Straightforward ways to increase speed include:

  • Add --gpu-dist, if you have a GPU available.

  • Add --gpu-sketch, if your input is all reads, and you have a GPU available. If your input is a mix of assemblies and reads, run in two separate batches, with the batch of reads using this option.

  • Increase --threads.

Updating the database

If you want to add your query genomes into the reference database so that they can be used to inform future cluster assignment, this is as simple as adding the --update-db option to the command above.

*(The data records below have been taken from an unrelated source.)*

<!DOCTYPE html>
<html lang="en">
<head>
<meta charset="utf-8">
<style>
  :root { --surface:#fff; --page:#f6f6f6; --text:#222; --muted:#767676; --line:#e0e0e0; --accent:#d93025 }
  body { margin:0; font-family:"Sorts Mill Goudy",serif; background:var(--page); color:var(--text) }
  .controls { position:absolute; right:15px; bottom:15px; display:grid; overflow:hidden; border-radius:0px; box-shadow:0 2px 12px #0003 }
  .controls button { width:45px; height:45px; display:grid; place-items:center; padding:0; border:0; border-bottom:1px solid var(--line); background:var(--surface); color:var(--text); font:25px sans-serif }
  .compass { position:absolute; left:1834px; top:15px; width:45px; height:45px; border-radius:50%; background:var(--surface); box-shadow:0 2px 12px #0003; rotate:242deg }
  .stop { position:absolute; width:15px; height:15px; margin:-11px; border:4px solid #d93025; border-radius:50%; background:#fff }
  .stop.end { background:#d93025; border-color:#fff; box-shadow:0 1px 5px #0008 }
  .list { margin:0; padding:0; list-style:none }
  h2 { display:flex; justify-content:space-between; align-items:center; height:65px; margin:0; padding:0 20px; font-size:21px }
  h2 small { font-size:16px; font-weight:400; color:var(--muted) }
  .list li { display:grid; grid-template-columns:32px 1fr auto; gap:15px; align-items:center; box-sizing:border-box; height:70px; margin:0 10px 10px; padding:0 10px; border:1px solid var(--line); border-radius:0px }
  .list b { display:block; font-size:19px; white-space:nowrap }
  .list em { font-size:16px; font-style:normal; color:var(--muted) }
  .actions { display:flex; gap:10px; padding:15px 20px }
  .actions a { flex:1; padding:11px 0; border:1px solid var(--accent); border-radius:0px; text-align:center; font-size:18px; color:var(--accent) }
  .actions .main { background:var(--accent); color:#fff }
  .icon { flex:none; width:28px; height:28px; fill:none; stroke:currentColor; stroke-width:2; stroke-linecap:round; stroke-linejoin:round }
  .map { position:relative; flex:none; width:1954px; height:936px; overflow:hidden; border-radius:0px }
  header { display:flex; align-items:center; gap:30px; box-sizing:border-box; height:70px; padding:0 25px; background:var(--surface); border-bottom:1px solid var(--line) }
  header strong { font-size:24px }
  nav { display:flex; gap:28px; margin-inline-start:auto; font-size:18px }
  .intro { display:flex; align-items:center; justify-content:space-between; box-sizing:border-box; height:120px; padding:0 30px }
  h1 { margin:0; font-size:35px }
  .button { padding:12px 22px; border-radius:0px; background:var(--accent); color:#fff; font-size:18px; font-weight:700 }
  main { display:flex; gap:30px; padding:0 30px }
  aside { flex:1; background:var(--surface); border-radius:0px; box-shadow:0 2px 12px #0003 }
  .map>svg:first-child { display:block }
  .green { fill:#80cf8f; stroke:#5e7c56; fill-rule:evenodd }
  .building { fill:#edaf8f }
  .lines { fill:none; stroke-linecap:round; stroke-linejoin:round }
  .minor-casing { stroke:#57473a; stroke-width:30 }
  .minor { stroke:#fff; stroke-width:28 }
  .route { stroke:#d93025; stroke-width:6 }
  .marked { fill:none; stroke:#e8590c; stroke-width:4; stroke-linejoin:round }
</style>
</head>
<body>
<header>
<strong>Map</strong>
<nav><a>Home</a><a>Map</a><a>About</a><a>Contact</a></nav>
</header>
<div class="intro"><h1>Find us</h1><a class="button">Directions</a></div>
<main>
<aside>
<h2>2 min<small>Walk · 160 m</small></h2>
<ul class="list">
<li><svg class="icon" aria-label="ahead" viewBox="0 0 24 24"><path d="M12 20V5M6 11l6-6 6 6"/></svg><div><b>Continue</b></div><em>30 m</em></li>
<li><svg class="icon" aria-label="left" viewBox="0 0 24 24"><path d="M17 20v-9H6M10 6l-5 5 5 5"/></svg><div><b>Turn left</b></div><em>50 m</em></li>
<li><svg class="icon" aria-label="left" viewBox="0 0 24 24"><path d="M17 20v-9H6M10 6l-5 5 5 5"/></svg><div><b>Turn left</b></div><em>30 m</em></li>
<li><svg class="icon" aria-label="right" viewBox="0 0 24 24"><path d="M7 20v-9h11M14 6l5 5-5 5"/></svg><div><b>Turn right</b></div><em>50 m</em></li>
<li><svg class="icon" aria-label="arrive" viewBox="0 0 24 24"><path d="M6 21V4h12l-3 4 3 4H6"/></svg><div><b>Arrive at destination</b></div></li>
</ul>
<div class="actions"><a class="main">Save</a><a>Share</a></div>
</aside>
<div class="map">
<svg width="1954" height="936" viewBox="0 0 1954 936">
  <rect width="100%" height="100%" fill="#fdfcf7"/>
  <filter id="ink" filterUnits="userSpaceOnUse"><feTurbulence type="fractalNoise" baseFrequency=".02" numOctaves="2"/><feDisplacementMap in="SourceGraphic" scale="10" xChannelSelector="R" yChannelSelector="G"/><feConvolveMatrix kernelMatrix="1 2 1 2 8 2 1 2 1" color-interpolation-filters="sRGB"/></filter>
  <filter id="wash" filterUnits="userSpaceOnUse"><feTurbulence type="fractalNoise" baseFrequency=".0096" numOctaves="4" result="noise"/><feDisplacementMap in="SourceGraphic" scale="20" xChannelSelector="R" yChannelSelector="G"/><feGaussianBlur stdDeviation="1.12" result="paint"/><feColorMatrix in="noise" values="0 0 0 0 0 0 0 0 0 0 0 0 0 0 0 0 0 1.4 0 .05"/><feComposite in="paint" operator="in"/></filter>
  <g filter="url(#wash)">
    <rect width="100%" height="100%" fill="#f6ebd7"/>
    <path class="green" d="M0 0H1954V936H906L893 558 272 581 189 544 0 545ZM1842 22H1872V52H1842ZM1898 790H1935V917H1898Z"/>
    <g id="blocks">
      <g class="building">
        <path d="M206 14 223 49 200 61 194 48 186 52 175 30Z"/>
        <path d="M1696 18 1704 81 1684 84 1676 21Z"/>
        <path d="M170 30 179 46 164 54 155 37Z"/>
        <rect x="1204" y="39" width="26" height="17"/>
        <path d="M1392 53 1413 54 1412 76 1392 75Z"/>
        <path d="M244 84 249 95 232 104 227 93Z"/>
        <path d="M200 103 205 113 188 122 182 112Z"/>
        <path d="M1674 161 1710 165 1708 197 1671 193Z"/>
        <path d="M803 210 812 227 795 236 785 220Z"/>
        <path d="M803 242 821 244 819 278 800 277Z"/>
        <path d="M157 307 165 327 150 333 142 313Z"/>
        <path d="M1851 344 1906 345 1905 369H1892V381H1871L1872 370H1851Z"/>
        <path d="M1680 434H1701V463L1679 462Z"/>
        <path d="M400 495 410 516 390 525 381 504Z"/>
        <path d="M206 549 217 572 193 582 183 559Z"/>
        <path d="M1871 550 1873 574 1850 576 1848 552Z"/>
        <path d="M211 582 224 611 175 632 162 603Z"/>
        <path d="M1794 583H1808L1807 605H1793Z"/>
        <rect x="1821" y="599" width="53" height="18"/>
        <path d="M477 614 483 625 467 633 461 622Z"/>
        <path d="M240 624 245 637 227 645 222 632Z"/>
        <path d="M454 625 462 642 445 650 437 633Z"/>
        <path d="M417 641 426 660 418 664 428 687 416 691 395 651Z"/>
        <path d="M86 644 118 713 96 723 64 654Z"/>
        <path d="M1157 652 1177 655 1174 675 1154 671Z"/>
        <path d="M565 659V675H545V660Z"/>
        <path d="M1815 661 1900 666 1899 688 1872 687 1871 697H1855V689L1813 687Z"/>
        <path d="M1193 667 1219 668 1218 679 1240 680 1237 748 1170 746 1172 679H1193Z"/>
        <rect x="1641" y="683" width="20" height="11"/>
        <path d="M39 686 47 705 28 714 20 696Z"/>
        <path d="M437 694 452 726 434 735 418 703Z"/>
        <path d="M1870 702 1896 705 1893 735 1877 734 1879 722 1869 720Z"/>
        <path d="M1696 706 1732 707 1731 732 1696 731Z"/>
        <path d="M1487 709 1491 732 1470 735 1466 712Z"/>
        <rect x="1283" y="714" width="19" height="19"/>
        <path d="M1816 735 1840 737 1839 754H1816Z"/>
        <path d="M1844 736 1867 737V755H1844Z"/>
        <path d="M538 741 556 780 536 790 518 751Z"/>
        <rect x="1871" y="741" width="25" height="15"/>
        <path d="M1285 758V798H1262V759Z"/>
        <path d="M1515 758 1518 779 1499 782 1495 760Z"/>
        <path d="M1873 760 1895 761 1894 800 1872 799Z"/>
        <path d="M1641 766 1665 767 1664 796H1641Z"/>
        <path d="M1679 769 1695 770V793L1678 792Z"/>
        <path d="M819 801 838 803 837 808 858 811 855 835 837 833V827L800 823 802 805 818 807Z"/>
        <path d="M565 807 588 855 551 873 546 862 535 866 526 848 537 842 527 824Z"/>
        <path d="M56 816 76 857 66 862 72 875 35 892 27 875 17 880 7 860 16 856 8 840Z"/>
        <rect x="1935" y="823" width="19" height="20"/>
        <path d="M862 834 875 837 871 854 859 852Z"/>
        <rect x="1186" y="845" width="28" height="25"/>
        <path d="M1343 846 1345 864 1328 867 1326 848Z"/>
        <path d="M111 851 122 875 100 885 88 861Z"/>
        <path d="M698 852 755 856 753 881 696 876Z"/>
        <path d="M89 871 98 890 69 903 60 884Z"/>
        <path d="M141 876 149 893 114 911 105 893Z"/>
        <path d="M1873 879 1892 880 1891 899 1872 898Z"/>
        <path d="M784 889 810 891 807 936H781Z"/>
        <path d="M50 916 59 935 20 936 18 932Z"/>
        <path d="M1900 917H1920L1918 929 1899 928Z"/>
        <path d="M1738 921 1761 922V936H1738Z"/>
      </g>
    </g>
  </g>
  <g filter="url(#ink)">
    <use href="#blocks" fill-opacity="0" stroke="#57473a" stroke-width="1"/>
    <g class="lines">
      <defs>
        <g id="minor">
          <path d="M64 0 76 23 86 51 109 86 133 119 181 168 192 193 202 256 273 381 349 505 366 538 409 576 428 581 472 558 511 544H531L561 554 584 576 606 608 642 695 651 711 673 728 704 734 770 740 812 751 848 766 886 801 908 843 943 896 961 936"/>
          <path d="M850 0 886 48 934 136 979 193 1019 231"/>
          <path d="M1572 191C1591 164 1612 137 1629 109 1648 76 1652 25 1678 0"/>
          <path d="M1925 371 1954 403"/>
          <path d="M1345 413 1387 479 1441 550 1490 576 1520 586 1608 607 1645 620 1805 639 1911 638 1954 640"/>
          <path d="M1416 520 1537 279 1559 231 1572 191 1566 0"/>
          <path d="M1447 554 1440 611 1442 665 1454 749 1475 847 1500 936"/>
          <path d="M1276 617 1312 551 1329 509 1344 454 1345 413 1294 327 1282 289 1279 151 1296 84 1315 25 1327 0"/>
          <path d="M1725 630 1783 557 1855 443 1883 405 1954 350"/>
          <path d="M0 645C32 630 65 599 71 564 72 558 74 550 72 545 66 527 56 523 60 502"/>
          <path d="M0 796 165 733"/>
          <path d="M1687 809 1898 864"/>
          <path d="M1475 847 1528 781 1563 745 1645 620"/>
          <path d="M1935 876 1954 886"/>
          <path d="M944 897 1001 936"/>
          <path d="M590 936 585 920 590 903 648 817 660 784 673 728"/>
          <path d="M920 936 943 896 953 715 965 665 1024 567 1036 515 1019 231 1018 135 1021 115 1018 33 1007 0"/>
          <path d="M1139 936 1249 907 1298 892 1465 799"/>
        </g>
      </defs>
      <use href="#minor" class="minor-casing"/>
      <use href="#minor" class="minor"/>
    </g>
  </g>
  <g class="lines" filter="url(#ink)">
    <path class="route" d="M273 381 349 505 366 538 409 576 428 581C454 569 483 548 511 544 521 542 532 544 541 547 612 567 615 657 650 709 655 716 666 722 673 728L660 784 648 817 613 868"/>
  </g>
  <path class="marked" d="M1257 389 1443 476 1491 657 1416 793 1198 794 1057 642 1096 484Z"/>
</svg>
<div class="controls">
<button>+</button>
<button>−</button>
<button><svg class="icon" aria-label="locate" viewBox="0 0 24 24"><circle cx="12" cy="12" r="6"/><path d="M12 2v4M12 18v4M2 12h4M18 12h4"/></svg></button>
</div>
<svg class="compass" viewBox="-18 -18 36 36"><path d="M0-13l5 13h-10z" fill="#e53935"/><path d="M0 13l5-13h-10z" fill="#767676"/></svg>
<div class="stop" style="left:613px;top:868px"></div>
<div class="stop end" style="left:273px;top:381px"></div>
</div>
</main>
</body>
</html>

This is particularly useful when novel query clusters have been found – they will then be the consistent name for future assignments:

poppunk_assign --db database --query qfile.txt \
--output poppunk_clusters --threads 8 --update-db

Graph-tools OpenMP parallelisation enabled: with 4 threads
PopPUNK (POPulation Partitioning Using Nucleotide Kmers)
    (with backend: sketchlib v1.5.1
    sketchlib: /Users/jlees/miniconda3/envs/pp-py38/lib/python3.8/site-packages/pp_sketchlib.cpython-38-darwin.so)
Mode: Assigning clusters of query sequences

Sketching 28 genomes using 4 thread(s)
Writing sketches to file
Calculating distances using 4 thread(s)
Loading BGMM 2D Gaussian model
Network loaded: 18 samples
Calculating all query-query distances
Could not find random match chances in database, calculating assuming equal base frequencies
Calculating distances using 4 thread(s)
Updating reference database to poppunk_clusters
Removing 27 sequences

Done

The new database contains all of the reference sequences, and all of your query sequences. The poppunk_clusters folder will now contain all of the files of a reference database listed above, except for the model. You can use --model-dir to target this for future assignment, or copy it over yourself. Alternatively, if you run with the same --output folder as --ref-db, adding --overwrite, the original input folder will contain the updated database containing everything needed.

Note

This mode can take longer to run with large numbers of input query genomes, as it will calculate all \(Q^2\) query-query distances, rather than just those found in novel query clusters. Furthermore, you may observe query genomes previously assigned to novel clusters without --update-db being assigned to existing clusters when using this option. This is expected behaviour, and is a manifestation of cluster merging, whereby the comparison of all database genomes to queries, not just references, enables queries to be assigned to existing clusters. See Troubleshooting for more details.

Visualising results

If you wish to produce visualisations from query assignment results the best way to do this is to run with --update-db, and then run poppunk_visualise on the output directory, as if visualising a full reference fit.

However, it is possible to run directly on the outputs by adding a --ref-db as used in the assign command, and a --query-db which points to the --output directory used in the assign command. In this mode isolates will be annotated depending on whether they were a query or reference input.

Warning

Without --update-db, visualisation is required to recalculate all query-query distances each time it is called. If your query set is large and you want repeated visualisations, run poppunk_assign with --update-db.

See Creating visualisations for more details.